**EXERCISE OBJECTIVE:** Read through the data, and wherever a line holds the word "shadow", write that line out.

**DATASET ENTRIES:**
<<<<

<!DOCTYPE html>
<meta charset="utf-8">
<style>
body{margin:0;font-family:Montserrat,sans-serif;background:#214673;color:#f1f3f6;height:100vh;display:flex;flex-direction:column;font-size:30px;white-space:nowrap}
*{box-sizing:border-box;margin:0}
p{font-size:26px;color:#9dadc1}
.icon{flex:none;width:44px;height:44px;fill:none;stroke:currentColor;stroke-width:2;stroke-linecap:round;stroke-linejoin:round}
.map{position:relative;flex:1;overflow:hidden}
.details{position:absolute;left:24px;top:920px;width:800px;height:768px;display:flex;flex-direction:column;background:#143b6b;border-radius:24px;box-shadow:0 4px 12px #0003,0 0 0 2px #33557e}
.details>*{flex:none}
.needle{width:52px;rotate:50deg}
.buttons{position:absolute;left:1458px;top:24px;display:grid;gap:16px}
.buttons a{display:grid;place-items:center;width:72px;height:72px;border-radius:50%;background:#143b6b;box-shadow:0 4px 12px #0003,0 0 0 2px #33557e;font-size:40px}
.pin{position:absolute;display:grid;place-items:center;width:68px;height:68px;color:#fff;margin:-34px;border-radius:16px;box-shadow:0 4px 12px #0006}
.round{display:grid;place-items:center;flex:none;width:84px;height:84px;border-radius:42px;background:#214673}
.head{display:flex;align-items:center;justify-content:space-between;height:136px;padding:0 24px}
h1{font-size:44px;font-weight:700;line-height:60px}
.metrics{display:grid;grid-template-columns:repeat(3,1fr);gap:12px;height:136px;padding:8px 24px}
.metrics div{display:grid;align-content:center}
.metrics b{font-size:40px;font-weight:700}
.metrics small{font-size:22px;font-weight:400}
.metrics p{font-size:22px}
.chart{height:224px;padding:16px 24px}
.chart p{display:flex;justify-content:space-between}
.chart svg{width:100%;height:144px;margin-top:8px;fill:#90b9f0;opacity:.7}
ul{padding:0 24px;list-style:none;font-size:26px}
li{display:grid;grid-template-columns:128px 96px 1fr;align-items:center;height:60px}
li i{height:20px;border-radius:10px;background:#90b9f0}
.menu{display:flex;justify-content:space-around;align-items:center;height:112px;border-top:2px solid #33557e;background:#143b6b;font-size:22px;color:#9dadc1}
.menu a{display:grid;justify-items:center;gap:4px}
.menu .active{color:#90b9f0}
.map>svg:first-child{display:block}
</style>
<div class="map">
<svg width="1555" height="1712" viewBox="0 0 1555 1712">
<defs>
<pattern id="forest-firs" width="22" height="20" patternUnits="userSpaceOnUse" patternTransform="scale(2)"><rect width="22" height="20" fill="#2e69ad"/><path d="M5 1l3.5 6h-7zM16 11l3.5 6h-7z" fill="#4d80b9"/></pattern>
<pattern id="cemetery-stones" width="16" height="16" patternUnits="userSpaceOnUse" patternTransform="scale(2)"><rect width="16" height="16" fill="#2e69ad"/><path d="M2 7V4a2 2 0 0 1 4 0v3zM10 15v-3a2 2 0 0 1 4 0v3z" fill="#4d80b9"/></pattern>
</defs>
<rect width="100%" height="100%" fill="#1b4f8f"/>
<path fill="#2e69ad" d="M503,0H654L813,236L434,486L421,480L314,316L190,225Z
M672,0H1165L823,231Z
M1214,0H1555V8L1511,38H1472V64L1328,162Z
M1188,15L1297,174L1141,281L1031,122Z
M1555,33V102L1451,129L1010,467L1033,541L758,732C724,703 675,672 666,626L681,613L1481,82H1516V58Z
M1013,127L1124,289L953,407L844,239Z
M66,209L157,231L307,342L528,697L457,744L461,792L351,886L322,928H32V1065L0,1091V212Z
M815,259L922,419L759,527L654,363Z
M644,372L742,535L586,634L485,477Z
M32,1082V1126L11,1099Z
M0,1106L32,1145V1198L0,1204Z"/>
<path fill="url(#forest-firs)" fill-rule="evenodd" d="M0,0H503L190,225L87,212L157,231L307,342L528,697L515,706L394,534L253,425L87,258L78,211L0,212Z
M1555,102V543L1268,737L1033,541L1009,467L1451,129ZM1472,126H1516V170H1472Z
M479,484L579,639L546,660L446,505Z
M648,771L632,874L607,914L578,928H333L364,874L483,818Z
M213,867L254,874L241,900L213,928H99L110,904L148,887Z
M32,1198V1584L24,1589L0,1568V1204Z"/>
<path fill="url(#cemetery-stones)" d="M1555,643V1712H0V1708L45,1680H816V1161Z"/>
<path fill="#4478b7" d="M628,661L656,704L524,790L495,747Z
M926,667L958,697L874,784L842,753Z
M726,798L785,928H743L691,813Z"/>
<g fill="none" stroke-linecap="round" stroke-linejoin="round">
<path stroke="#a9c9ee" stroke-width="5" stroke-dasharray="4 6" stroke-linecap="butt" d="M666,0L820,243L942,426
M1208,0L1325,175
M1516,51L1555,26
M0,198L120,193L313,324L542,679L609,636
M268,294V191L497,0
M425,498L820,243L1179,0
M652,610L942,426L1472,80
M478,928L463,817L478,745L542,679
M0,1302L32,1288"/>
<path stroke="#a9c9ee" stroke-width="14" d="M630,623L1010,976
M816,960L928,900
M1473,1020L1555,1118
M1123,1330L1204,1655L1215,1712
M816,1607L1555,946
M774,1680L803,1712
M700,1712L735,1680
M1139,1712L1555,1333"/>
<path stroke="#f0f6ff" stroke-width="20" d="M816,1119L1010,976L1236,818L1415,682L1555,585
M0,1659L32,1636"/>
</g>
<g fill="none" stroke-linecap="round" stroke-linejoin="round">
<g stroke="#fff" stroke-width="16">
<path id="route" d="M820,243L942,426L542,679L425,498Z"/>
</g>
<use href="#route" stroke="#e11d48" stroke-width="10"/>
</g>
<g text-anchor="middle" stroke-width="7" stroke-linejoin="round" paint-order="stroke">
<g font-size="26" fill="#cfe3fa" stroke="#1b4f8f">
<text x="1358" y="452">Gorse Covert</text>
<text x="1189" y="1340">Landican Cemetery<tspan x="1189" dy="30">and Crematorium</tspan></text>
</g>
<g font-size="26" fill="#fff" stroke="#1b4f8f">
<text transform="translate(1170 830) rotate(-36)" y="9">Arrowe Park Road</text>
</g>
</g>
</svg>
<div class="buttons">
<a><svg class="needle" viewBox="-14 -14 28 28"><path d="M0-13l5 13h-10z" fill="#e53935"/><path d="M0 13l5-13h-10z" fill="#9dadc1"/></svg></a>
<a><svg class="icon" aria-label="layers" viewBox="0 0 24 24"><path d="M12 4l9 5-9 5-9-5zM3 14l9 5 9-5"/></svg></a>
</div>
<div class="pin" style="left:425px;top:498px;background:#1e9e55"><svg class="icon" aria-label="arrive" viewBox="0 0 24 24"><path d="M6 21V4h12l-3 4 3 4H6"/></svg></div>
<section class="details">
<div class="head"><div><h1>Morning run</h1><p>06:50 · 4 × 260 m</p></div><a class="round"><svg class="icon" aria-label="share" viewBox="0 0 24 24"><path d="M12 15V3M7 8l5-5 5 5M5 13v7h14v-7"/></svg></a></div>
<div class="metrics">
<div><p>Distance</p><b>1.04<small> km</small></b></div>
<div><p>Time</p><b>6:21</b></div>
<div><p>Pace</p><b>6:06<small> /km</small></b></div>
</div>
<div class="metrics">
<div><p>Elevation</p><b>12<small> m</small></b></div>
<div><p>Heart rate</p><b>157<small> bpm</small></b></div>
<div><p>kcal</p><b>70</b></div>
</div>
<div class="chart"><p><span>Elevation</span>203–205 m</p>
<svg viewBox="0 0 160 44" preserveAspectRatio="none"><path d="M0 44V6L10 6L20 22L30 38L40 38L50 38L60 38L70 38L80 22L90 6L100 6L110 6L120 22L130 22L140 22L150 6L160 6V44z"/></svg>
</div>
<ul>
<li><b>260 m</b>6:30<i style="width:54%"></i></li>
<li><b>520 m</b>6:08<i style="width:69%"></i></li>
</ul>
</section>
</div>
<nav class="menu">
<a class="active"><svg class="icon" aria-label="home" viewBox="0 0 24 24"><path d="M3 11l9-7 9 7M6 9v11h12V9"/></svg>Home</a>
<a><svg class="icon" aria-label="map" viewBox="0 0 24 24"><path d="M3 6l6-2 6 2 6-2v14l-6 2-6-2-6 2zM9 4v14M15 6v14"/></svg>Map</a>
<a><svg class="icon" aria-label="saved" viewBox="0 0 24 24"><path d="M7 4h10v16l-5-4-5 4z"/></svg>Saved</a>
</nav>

>>>>

**ANSWER:**
.details{position:absolute;left:24px;top:920px;width:800px;height:768px;display:flex;flex-direction:column;background:#143b6b;border-radius:24px;box-shadow:0 4px 12px #0003,0 0 0 2px #33557e}
.buttons a{display:grid;place-items:center;width:72px;height:72px;border-radius:50%;background:#143b6b;box-shadow:0 4px 12px #0003,0 0 0 2px #33557e;font-size:40px}
.pin{position:absolute;display:grid;place-items:center;width:68px;height:68px;color:#fff;margin:-34px;border-radius:16px;box-shadow:0 4px 12px #0006}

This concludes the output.